[Data provided Boundary: Start]

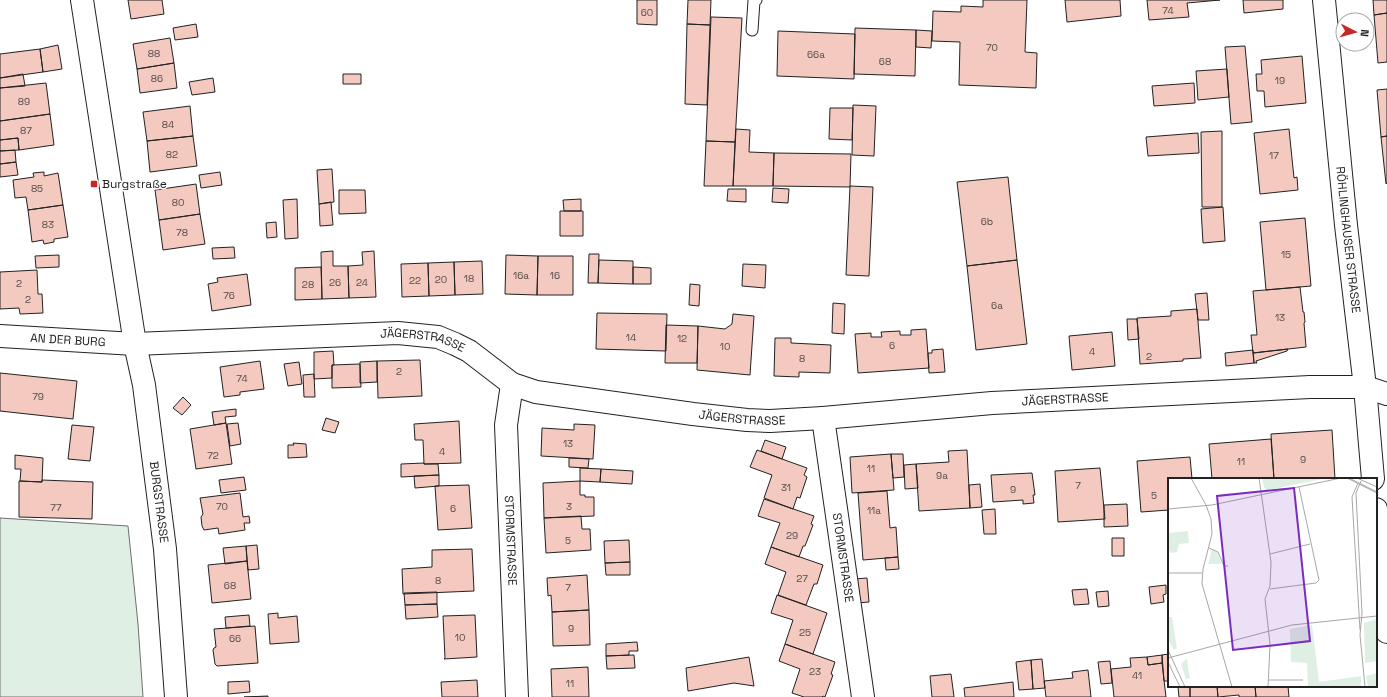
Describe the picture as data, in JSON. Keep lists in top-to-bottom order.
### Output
{
  "streets": {
    "street": [
      "RÖHLINGHAUSER STRASSE",
      "AN DER BURG",
      "JÄGERSTRASSE",
      "BURGSTRASSE",
      "STORMSTRASSE"
    ]
  },
  "crossings": [
    ["RÖHLINGHAUSER STRASSE", "JÄGERSTRASSE"],
    ["AN DER BURG", "JÄGERSTRASSE"],
    ["AN DER BURG", "BURGSTRASSE"],
    ["JÄGERSTRASSE", "BURGSTRASSE"],
    ["JÄGERSTRASSE", "STORMSTRASSE"]
  ],
  "places": {
    "transit": ["Burgstraße"]
  },
  "house_numbers": [
    "74",
    "60",
    "70",
    "88",
    "66a",
    "68",
    "86",
    "19",
    "89",
    "84",
    "87",
    "82",
    "17",
    "85",
    "80",
    "6b",
    "83",
    "78",
    "15",
    "16a",
    "16",
    "18",
    "20",
    "22",
    "26",
    "24",
    "2",
    "28",
    "76",
    "2",
    "6a",
    "13",
    "14",
    "12",
    "6",
    "10",
    "4",
    "2",
    "8",
    "2",
    "74",
    "79",
    "13",
    "4",
    "72",
    "9",
    "11",
    "11",
    "9a",
    "7",
    "31",
    "9",
    "5",
    "70",
    "3",
    "77",
    "6",
    "11a",
    "29",
    "5",
    "27",
    "8",
    "68",
    "7",
    "9",
    "25",
    "10",
    "66",
    "23",
    "41",
    "11"
  ],
  "north": "right"
}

[Data provided Boundary: End]

▶ _Problem details_: Nothing but the pictures should be left out when the records are retyped exactly.

▶ _Expected answer_:
Describe the picture as data, in JSON. Keep lists in top-to-bottom order.
### Output
{
  "streets": {
    "street": [
      "RÖHLINGHAUSER STRASSE",
      "AN DER BURG",
      "JÄGERSTRASSE",
      "BURGSTRASSE",
      "STORMSTRASSE"
    ]
  },
  "crossings": [
    ["RÖHLINGHAUSER STRASSE", "JÄGERSTRASSE"],
    ["AN DER BURG", "JÄGERSTRASSE"],
    ["AN DER BURG", "BURGSTRASSE"],
    ["JÄGERSTRASSE", "BURGSTRASSE"],
    ["JÄGERSTRASSE", "STORMSTRASSE"]
  ],
  "places": {
    "transit": ["Burgstraße"]
  },
  "house_numbers": [
    "74",
    "60",
    "70",
    "88",
    "66a",
    "68",
    "86",
    "19",
    "89",
    "84",
    "87",
    "82",
    "17",
    "85",
    "80",
    "6b",
    "83",
    "78",
    "15",
    "16a",
    "16",
    "18",
    "20",
    "22",
    "26",
    "24",
    "2",
    "28",
    "76",
    "2",
    "6a",
    "13",
    "14",
    "12",
    "6",
    "10",
    "4",
    "2",
    "8",
    "2",
    "74",
    "79",
    "13",
    "4",
    "72",
    "9",
    "11",
    "11",
    "9a",
    "7",
    "31",
    "9",
    "5",
    "70",
    "3",
    "77",
    "6",
    "11a",
    "29",
    "5",
    "27",
    "8",
    "68",
    "7",
    "9",
    "25",
    "10",
    "66",
    "23",
    "41",
    "11"
  ],
  "north": "right"
}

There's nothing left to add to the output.